* **PROBLEM STATEMENT**: For this listing, report how many lines contain the string "parks", using only a number.
---- THE RECORDS
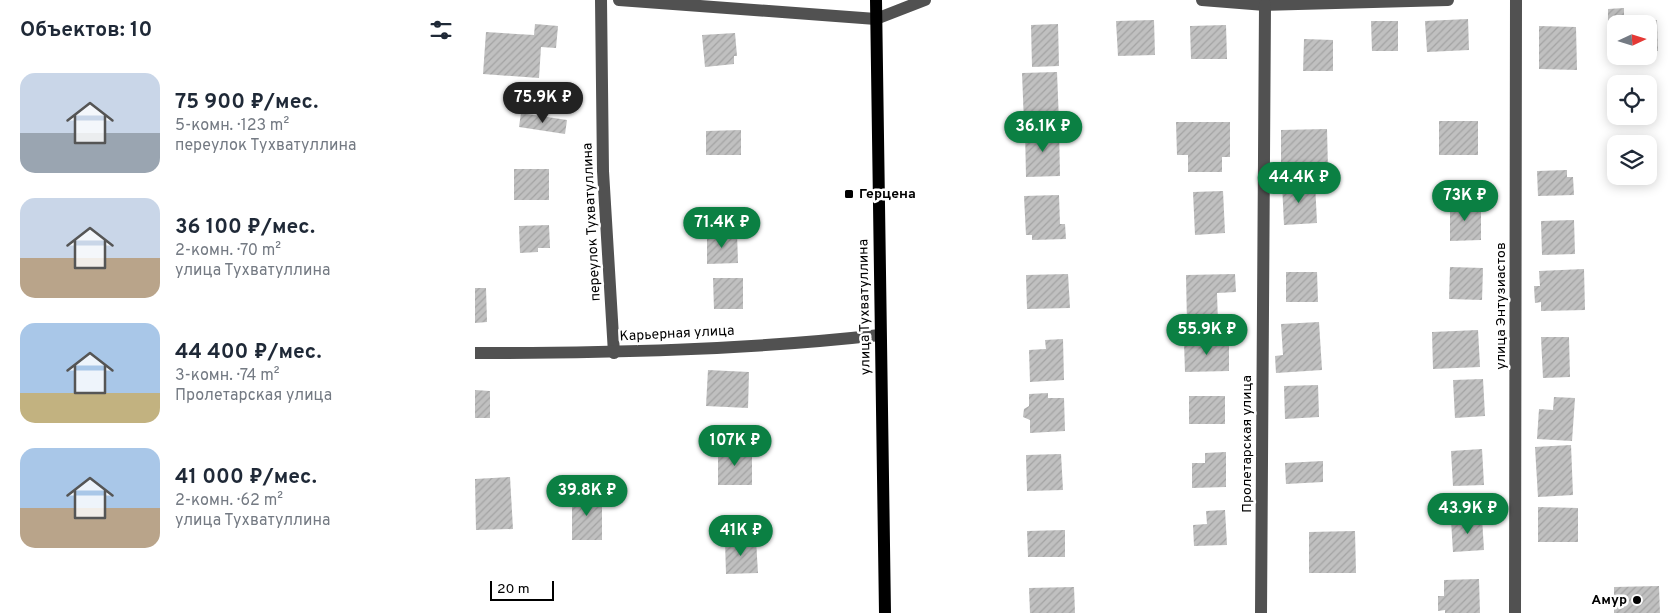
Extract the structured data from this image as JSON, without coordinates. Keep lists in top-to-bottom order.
{
  "streets": {
    "main road": ["улица Тухватуллина"],
    "street": [
      "переулок Тухватуллина",
      "улица Энтузиастов",
      "Карьерная улица",
      "Пролетарская улица"
    ]
  },
  "crossings": [
    ["переулок Тухватуллина", "Карьерная улица"],
    ["улица Тухватуллина", "Карьерная улица"]
  ],
  "places": {
    "transit": ["Герцена"],
    "other": ["Амур"]
  },
  "scale_bar": "20 m",
  "north": "right",
  "page": {
    "heading": "Объектов: 10",
    "list": [
      {
        "name": "75 900 ₽/мес.",
        "note": "5-комн. · 123 m² · переулок Тухватуллина"
      },
      {
        "name": "36 100 ₽/мес.",
        "note": "2-комн. · 70 m² · улица Тухватуллина"
      },
      {
        "name": "44 400 ₽/мес.",
        "note": "3-комн. · 74 m² · Пролетарская улица"
      },
      {
        "name": "41 000 ₽/мес.",
        "note": "2-комн. · 62 m² · улица Тухватуллина"
      }
    ],
    "price": [
      "75.9K ₽",
      "36.1K ₽",
      "44.4K ₽",
      "73K ₽",
      "71.4K ₽",
      "55.9K ₽",
      "107K ₽",
      "39.8K ₽",
      "43.9K ₽",
      "41K ₽"
    ],
    "scale": "20 m"
  }
}
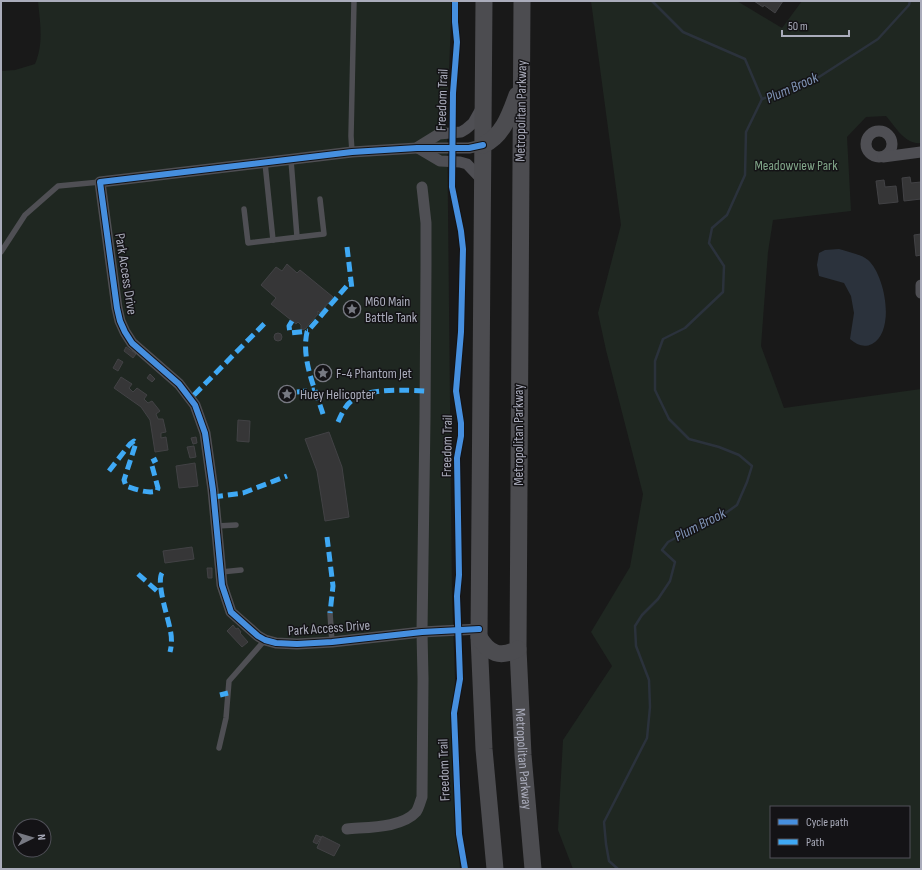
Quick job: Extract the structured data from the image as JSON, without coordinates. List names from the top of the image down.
{
  "streets": {
    "main road": ["Metropolitan Parkway"],
    "street": ["Park Access Drive"],
    "cycle path": ["Freedom Trail"]
  },
  "water": ["Plum Brook"],
  "parks": ["Meadowview Park"],
  "places": {
    "place": ["M60 Main Battle Tank", "F-4 Phantom Jet", "Huey Helicopter"]
  },
  "legend": ["Cycle path", "Path"],
  "scale_bar": "50 m",
  "north": "right"
}
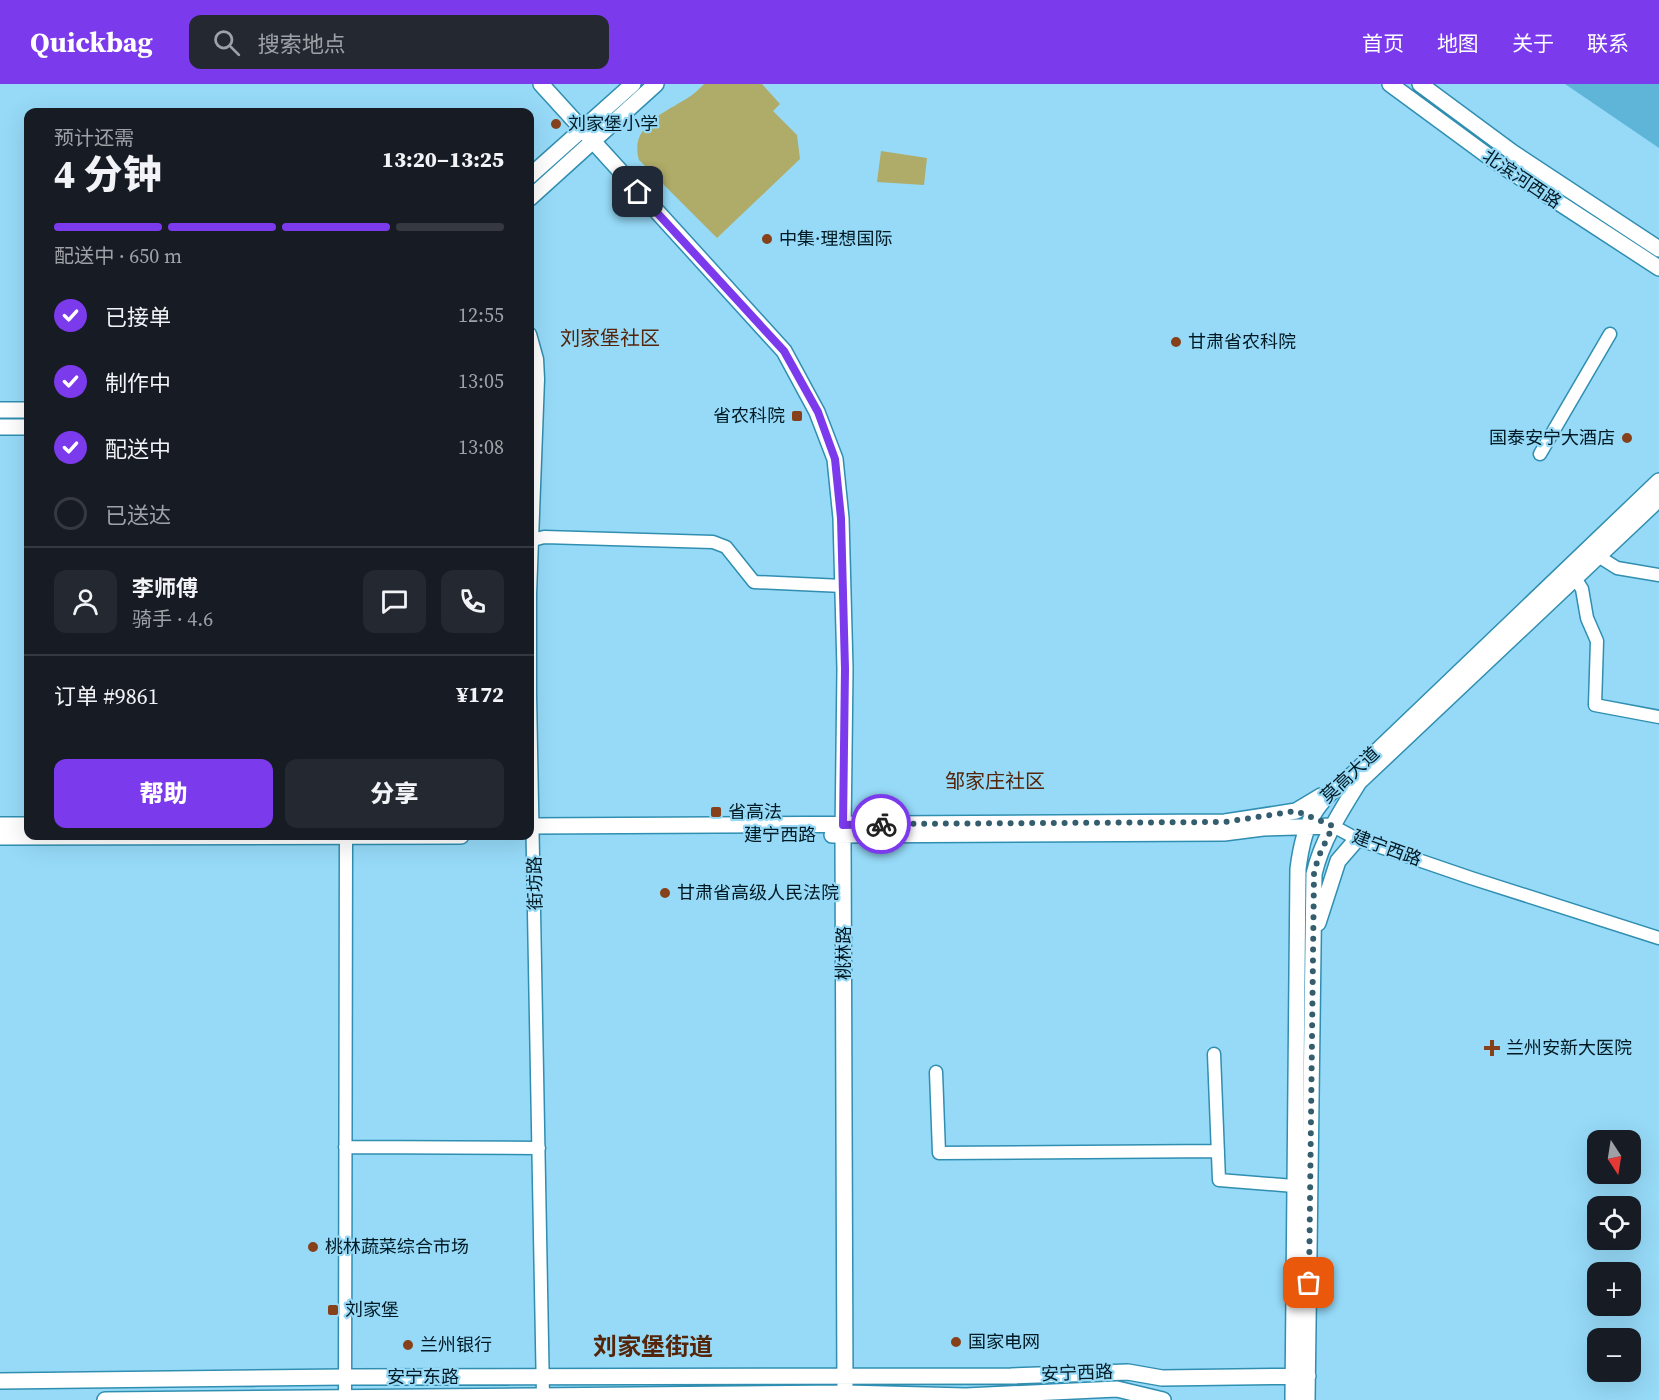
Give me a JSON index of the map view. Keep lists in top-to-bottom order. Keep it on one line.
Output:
{"streets":{"main road":["北滨河西路","莫高大道","建宁西路","桃林路","安宁西路","安宁东路"],"street":["街坊路"]},"crossings":[["莫高大道","建宁西路"],["莫高大道","安宁西路"],["建宁西路","桃林路"],["街坊路","安宁西路"],["街坊路","安宁东路"],["桃林路","安宁西路"],["桃林路","安宁东路"],["安宁西路","安宁东路"]],"districts":["刘家堡社区","邹家庄社区","刘家堡街道"],"places":{"other":["刘家堡小学","中集·理想国际","甘肃省农科院","国泰安宁大酒店","甘肃省高级人民法院","桃林蔬菜综合市场","国家电网","兰州银行"],"transit":["省农科院","省高法","刘家堡"],"health":["兰州安新大医院"]},"north":"bottom","page":{"header":"Quickbag","search":"搜索地点","nav":["首页","地图","关于","联系"],"heading":["4 分钟","预计还需","13:20–13:25"],"panel":["李师傅","骑手 · 4.6","订单 #9861","¥172"],"bar":"配送中 · 650 m","list":[["已接单","12:55"],["制作中","13:05"],["配送中","13:08"],"已送达"],"buttons":["帮助","分享"],"map_buttons":["+","−"]}}
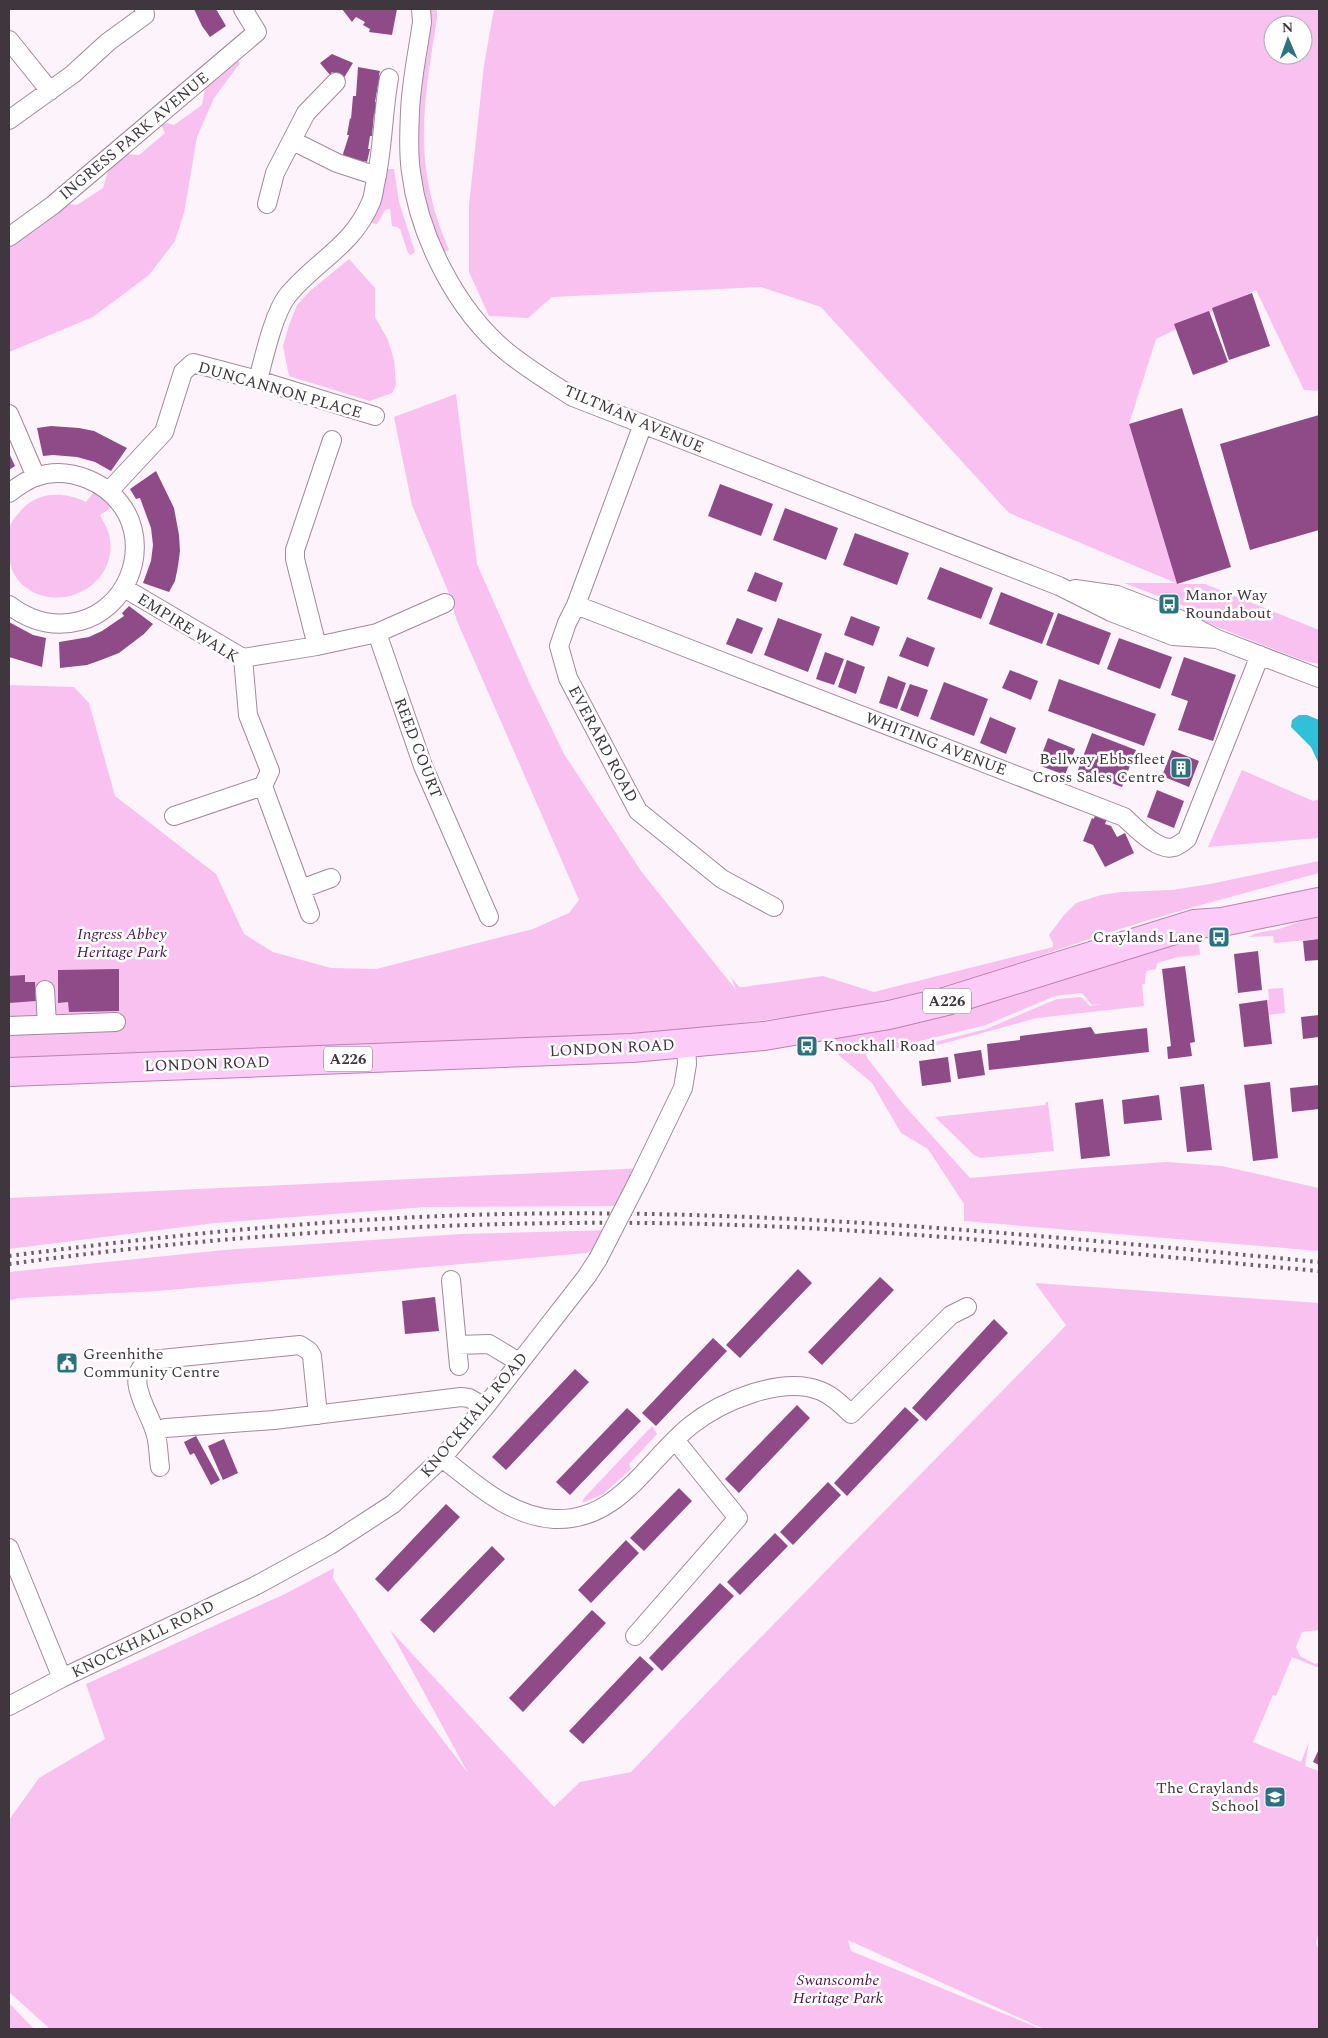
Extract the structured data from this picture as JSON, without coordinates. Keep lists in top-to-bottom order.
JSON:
{
  "streets": {
    "main road": ["A226", "LONDON ROAD"],
    "street": [
      "INGRESS PARK AVENUE",
      "DUNCANNON PLACE",
      "TILTMAN AVENUE",
      "EMPIRE WALK",
      "EVERARD ROAD",
      "WHITING AVENUE",
      "REED COURT",
      "KNOCKHALL ROAD"
    ]
  },
  "crossings": [
    ["TILTMAN AVENUE", "EVERARD ROAD"],
    ["TILTMAN AVENUE", "WHITING AVENUE"],
    ["EVERARD ROAD", "WHITING AVENUE"],
    ["LONDON ROAD", "KNOCKHALL ROAD"]
  ],
  "parks": ["Ingress Abbey Heritage Park", "Swanscombe Heritage Park"],
  "places": {
    "bus stop": ["Manor Way Roundabout", "Craylands Lane", "Knockhall Road"],
    "building": ["Bellway Ebbsfleet Cross Sales Centre"],
    "public building": ["Greenhithe Community Centre"],
    "school or university": ["The Craylands School"]
  },
  "north": "top"
}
--------
* **RESPONSE**: 2